Researchers probe link between extreme weather and road damage

Tuesday, September 7, 2021
Car drives on flooded road near beach

Hampton Beach sees regular impacts of sea level rise on its roads. Photo by Tim Briggs/NH Sea Grant.

After a summer of high heat, intensely destructive hurricanes, constant flooding and steady sea level rise, coastal roads have taken a beating, threatening their ability to transport people, goods and services. With a new $1.8 million National Oceanic and Atmospheric Administration (NOAA) grant, UNH researchers will study how and why coastal hazards like excessive flooding are causing roads to fail and how to protect this critical infrastructure.

Headshot of professor Jo Sias
Jo Sias, Professor of Civil and Environmental Engineering. Photo by Jeremy Gasowski.

“We’re trying to better understand the causal links of not only the extreme events but also the gradual changes in sea level rise that can increase the rate of damage to pavement and trigger failures that require major road reconstruction,” says Jo Sias, professor of civil and environmental engineering. “We’re looking at storm surges and wave action but also factors like the amount of time the pavement is under water.”

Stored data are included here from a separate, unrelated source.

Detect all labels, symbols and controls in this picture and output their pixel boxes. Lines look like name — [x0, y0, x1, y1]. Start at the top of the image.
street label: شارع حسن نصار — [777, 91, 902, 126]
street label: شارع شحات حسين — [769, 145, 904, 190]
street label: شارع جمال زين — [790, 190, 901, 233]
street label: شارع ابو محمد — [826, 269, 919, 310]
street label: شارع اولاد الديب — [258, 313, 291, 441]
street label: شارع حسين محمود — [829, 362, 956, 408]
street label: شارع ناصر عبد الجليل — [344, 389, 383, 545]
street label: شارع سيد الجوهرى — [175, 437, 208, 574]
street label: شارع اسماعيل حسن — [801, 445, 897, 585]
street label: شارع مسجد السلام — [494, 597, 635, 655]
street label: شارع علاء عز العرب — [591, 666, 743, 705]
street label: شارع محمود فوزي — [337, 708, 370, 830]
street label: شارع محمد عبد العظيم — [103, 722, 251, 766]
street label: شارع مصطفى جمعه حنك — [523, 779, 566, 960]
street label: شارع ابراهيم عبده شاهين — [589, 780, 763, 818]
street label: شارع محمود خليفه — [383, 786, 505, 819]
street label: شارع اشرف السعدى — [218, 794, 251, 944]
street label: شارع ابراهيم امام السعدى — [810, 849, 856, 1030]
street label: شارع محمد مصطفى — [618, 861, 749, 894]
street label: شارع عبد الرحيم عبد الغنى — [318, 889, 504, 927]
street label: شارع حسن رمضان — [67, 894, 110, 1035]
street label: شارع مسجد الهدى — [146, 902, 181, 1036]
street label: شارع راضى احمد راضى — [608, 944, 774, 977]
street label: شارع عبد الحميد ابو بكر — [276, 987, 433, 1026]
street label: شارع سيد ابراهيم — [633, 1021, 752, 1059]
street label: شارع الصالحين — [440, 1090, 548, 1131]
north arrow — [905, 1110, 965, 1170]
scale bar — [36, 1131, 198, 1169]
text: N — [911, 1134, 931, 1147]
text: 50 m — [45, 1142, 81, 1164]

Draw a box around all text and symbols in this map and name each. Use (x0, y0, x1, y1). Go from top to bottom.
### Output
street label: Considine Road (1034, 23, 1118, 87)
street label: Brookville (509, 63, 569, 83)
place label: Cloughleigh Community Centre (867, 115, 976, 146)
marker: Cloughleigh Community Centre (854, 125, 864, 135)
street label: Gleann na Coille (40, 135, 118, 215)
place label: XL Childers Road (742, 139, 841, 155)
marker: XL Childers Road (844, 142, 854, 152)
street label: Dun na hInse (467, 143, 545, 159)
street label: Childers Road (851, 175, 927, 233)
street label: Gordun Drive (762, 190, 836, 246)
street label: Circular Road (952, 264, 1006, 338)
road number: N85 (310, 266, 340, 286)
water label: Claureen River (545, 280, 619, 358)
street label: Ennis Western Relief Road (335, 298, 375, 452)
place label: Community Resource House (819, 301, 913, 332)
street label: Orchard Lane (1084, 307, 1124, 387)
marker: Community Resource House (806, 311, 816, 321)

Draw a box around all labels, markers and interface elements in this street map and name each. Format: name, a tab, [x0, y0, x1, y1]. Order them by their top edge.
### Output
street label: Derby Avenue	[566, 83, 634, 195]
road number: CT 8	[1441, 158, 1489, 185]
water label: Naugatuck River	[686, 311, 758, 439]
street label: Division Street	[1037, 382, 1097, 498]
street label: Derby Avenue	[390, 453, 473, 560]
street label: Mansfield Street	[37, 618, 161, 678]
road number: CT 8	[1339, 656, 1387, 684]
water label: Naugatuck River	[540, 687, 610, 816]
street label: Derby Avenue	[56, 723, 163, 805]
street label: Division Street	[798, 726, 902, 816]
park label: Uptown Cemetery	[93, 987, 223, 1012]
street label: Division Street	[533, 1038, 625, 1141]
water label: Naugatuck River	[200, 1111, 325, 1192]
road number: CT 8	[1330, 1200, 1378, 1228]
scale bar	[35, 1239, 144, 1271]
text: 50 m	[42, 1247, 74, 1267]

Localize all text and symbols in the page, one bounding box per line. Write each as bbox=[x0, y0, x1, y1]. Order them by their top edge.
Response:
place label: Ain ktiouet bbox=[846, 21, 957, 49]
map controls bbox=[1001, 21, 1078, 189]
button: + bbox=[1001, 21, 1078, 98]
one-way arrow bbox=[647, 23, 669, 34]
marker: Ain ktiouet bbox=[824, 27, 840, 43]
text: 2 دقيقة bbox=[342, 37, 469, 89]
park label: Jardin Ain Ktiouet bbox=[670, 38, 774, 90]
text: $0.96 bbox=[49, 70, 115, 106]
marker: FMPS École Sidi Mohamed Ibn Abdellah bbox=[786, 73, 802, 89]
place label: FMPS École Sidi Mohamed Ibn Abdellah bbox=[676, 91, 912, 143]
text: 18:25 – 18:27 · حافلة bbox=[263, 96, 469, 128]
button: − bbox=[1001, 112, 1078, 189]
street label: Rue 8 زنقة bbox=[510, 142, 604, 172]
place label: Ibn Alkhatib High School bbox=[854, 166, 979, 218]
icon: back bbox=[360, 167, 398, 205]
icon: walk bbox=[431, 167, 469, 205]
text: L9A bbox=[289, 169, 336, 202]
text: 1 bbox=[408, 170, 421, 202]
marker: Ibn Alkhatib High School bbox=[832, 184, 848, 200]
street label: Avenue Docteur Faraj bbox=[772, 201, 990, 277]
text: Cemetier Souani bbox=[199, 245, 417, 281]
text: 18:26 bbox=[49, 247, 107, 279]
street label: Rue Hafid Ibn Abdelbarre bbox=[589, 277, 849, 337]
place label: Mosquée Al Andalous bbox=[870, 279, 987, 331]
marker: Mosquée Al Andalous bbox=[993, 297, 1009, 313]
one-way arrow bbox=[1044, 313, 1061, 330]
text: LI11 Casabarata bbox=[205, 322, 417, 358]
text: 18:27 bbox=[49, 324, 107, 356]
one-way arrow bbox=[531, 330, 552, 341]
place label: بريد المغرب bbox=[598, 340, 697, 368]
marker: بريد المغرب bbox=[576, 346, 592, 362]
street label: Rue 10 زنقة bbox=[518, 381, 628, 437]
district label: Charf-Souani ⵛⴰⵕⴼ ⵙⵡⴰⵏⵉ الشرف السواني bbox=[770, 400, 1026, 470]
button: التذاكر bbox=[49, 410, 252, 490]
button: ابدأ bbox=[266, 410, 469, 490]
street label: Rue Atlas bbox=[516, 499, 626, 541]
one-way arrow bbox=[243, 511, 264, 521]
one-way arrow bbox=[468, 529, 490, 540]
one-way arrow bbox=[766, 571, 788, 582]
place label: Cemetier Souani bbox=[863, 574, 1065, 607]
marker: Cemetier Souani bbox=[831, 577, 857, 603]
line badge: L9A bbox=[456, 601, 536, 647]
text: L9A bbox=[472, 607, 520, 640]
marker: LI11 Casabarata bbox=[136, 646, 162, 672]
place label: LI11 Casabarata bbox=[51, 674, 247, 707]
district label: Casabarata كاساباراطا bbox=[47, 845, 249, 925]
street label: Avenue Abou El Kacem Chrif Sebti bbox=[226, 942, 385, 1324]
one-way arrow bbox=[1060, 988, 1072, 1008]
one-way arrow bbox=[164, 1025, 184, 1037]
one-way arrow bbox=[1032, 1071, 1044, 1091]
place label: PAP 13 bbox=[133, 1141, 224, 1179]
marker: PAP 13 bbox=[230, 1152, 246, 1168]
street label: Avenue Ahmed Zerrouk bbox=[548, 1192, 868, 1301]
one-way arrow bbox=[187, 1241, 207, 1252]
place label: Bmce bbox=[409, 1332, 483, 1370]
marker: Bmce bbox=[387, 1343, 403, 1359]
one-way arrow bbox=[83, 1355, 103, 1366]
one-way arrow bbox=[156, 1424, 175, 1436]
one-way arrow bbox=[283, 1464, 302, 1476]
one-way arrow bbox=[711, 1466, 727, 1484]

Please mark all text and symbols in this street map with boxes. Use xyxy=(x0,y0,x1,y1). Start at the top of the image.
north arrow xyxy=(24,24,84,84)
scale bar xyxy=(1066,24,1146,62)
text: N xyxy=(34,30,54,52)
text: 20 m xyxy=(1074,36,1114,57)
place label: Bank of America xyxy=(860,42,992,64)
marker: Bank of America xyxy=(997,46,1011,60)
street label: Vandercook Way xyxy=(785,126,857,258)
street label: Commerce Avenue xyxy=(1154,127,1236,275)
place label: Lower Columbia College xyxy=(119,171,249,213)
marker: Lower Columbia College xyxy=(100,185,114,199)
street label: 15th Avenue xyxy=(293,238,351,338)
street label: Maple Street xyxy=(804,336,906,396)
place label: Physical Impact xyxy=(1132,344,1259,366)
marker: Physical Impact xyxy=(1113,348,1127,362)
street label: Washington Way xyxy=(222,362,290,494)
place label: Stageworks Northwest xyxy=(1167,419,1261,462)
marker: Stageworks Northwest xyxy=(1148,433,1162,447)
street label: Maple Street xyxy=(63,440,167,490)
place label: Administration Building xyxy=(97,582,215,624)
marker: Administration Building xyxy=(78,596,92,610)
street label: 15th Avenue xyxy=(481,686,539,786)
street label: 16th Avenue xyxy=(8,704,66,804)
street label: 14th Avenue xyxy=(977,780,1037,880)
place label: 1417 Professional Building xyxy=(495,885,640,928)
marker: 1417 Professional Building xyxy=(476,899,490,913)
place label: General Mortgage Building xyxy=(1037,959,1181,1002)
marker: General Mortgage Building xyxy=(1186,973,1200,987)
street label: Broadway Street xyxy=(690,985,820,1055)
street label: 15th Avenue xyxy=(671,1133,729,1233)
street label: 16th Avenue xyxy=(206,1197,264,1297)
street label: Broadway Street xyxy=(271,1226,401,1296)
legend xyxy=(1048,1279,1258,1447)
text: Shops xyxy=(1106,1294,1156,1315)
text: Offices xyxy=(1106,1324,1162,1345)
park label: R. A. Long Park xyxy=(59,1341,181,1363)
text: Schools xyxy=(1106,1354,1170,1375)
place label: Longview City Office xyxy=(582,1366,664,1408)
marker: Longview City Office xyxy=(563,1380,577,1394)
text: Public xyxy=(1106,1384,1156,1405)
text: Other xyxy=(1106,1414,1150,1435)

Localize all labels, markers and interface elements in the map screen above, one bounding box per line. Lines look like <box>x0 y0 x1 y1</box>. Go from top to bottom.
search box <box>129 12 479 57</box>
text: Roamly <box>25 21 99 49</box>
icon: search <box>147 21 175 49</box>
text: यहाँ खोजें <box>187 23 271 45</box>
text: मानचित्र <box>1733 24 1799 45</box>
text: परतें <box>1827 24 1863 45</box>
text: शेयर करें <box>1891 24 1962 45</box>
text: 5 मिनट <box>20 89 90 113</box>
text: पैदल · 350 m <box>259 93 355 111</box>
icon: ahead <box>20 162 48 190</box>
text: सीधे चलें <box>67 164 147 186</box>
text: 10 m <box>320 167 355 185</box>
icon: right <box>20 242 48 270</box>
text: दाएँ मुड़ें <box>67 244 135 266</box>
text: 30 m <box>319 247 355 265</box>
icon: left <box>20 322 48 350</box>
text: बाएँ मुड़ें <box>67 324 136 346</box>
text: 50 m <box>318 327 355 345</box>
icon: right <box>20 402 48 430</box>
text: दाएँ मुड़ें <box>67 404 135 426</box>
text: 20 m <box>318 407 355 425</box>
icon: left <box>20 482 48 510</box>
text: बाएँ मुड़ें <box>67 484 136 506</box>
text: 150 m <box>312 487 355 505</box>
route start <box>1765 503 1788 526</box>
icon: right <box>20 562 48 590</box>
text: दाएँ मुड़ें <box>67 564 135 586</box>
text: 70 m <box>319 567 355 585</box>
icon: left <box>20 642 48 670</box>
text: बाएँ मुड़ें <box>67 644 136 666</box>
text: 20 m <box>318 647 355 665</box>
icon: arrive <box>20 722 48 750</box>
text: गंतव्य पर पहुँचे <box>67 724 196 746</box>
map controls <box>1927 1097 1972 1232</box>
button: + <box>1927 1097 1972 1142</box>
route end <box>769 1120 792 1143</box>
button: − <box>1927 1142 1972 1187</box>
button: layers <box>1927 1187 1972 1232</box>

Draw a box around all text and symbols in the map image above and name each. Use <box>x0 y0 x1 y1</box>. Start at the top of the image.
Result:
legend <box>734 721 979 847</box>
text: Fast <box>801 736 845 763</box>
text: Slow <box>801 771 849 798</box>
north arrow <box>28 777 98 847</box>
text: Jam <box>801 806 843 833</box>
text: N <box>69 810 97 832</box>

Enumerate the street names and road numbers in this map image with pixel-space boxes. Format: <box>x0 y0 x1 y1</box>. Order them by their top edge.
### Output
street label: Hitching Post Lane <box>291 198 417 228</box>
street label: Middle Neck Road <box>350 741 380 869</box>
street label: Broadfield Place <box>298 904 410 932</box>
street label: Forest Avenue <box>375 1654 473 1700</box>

The focus of the project is to understand the combined hazards of overtopping and subsurface moisture — flooding from above and below the road. UNH researchers, including civil and environmental engineering professor Jennifer Jacobs and associate professor Eshan Dave, and their partners at the University of South Alabama and the Rockingham Planning Commission will develop a number of hydrodynamic models that can analyze fluids in motion. They will use new data collected in the field as well as historical information to create high-resolution models to study groundwater and pavement as well as perform an adaptation impact assessment to develop a toolkit to help assess the vulnerability of roadways to flooding hazards.

“Improving coastal roads to withstand the increasing water hazards is important not only for transportation and the people who live there but also for the overall economy and ecosystems in the area.”  

Researchers say that while engineers have investigated these impacts independently, an approach is needed that combines the different effects to better evaluate options when it comes to pavement alternatives. This information will be valuable to state and town officials to assess the impact of sea level rise on the longevity of coastal roadways and help implement practical alternatives for communities to protect the infrastructure.

“It’s important to prioritize and share this information so we can create important decision-making tools, identify institutional barriers and develop policies needed to update state transportation agency coastal resilience practices,” says Sias. “Improving coastal roads to withstand the increasing water hazards is important not only for transportation and the people who live there but also for the overall economy and ecosystems in the area.”  

Taking into account factors like climate change and shifting weather patterns, the study will focus on two geographically and geologically diverse coastal regions — the northeast coast of New Hampshire and the southeast coast of Alabama. The research team will work with key end users to determine adaptation approaches and new management policies and practices for transportation agencies that positively impact surrounding communities.

Flooded road at sunrise with street sign and mailbox
Flooded roads in Hampton Beach, N.H. Photo by Tim Briggs/NH Sea Grant.

The grant is part of NOAA’s Effects of Sea Level Rise Program (ESLR), which is based in the National Centers for Coastal Ocean Science (NCCOS). The ESLR provides a suite of science products to inform coastal managers of local coastal vulnerability and solutions to mitigate flood risk. NCCOS delivers ecosystem science solutions for NOAA’s National Ocean Service and its partners, bringing research, scientific information and tools to help balance the nation’s ecological, social and economic goals.